Provided entries ->
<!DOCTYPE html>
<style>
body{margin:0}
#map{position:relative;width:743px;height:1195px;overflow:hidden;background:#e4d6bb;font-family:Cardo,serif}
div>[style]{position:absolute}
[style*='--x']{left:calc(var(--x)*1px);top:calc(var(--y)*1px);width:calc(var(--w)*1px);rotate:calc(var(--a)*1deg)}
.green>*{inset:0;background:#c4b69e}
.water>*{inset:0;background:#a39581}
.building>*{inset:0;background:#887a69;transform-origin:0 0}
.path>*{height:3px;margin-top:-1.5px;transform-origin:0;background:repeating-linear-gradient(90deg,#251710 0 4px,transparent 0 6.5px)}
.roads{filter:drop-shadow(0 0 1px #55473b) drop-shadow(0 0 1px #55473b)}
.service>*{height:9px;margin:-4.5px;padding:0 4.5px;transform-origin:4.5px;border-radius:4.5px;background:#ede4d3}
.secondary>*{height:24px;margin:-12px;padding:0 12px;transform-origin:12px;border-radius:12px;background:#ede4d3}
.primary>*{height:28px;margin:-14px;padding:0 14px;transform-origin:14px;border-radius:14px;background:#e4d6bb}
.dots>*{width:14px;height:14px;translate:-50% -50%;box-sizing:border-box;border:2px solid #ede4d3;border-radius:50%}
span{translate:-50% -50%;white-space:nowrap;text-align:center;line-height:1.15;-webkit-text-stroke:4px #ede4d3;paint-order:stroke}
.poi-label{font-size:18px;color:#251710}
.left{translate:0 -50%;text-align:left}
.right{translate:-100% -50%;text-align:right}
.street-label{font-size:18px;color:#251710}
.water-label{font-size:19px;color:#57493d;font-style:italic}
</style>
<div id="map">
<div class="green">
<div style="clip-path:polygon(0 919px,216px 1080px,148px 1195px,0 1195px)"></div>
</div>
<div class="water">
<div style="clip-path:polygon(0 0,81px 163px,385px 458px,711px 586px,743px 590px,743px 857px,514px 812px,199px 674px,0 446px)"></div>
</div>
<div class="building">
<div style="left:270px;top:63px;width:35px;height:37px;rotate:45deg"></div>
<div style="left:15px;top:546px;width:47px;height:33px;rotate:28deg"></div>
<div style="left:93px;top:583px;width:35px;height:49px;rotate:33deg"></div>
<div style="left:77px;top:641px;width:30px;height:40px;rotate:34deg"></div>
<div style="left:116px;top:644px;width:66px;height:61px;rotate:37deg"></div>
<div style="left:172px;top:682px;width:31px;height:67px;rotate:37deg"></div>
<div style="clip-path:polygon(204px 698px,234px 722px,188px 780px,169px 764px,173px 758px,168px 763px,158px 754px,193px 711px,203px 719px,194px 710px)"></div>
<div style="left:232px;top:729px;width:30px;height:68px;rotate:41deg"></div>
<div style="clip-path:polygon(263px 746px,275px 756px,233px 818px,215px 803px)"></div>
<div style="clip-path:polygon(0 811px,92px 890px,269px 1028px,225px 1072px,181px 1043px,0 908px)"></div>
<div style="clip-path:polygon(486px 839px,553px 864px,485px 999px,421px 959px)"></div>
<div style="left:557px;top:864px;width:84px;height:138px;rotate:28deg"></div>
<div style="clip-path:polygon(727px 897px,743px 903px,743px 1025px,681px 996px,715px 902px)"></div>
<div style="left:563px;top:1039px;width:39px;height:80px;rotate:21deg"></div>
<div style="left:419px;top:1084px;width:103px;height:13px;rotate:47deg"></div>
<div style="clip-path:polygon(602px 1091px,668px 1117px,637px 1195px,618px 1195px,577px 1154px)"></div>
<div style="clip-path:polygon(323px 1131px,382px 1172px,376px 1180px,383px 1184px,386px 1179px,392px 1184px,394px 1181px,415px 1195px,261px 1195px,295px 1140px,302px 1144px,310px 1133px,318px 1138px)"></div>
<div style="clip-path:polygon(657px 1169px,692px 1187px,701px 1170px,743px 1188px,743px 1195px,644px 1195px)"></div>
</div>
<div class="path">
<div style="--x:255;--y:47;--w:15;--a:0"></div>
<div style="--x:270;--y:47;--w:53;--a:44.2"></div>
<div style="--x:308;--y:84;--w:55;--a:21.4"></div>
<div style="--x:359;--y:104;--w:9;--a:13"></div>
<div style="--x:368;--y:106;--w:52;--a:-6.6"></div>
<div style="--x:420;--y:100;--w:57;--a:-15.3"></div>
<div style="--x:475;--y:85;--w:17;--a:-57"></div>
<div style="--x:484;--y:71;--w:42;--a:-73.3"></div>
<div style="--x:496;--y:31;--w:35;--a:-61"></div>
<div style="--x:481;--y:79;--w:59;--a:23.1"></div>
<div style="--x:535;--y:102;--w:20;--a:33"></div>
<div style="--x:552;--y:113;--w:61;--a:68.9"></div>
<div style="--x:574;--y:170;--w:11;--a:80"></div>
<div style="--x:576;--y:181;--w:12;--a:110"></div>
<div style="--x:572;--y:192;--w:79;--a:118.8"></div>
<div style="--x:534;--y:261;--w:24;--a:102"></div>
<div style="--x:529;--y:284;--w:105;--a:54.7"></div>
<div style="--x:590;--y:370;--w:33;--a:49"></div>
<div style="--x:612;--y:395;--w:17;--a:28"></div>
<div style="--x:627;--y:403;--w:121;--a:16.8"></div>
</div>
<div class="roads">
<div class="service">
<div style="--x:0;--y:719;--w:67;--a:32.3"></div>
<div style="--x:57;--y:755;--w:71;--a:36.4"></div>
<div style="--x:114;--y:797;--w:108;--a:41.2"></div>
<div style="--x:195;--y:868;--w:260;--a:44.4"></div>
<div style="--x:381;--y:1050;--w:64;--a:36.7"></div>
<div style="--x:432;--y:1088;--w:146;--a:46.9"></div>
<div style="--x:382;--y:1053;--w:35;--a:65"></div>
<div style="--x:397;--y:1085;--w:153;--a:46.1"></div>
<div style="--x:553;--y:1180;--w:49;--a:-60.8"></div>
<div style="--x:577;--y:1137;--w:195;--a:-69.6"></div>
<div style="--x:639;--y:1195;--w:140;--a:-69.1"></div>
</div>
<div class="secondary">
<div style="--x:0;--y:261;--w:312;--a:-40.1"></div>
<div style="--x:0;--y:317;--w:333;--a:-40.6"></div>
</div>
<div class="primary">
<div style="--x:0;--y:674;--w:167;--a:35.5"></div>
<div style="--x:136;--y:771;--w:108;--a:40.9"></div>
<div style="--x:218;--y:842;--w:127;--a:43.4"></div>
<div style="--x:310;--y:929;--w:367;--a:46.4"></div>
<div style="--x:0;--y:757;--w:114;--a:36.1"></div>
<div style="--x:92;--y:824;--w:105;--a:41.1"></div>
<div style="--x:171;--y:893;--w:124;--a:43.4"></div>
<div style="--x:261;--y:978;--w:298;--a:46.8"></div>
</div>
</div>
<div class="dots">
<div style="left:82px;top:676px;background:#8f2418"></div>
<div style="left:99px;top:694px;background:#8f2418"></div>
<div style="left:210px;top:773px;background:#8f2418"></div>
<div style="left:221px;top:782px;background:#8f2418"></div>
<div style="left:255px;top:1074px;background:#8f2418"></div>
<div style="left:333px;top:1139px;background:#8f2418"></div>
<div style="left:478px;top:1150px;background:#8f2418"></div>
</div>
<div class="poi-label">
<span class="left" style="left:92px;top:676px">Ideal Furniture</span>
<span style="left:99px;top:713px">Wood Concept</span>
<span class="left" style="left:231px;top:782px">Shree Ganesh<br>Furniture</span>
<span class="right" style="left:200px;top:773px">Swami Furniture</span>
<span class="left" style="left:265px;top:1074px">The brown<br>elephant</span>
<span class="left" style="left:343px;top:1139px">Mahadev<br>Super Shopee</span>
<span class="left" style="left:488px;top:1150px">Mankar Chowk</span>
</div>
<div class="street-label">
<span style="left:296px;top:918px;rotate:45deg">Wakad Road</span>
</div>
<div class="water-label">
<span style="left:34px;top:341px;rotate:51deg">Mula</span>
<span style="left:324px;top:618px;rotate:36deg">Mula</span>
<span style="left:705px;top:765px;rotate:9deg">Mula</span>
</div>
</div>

What is required -> Look for the word "primary". Copy out every line of the data that has it.

Answer for this exercise ->
.primary>*{height:28px;margin:-14px;padding:0 14px;transform-origin:14px;border-radius:14px;background:#e4d6bb}
<div class="primary">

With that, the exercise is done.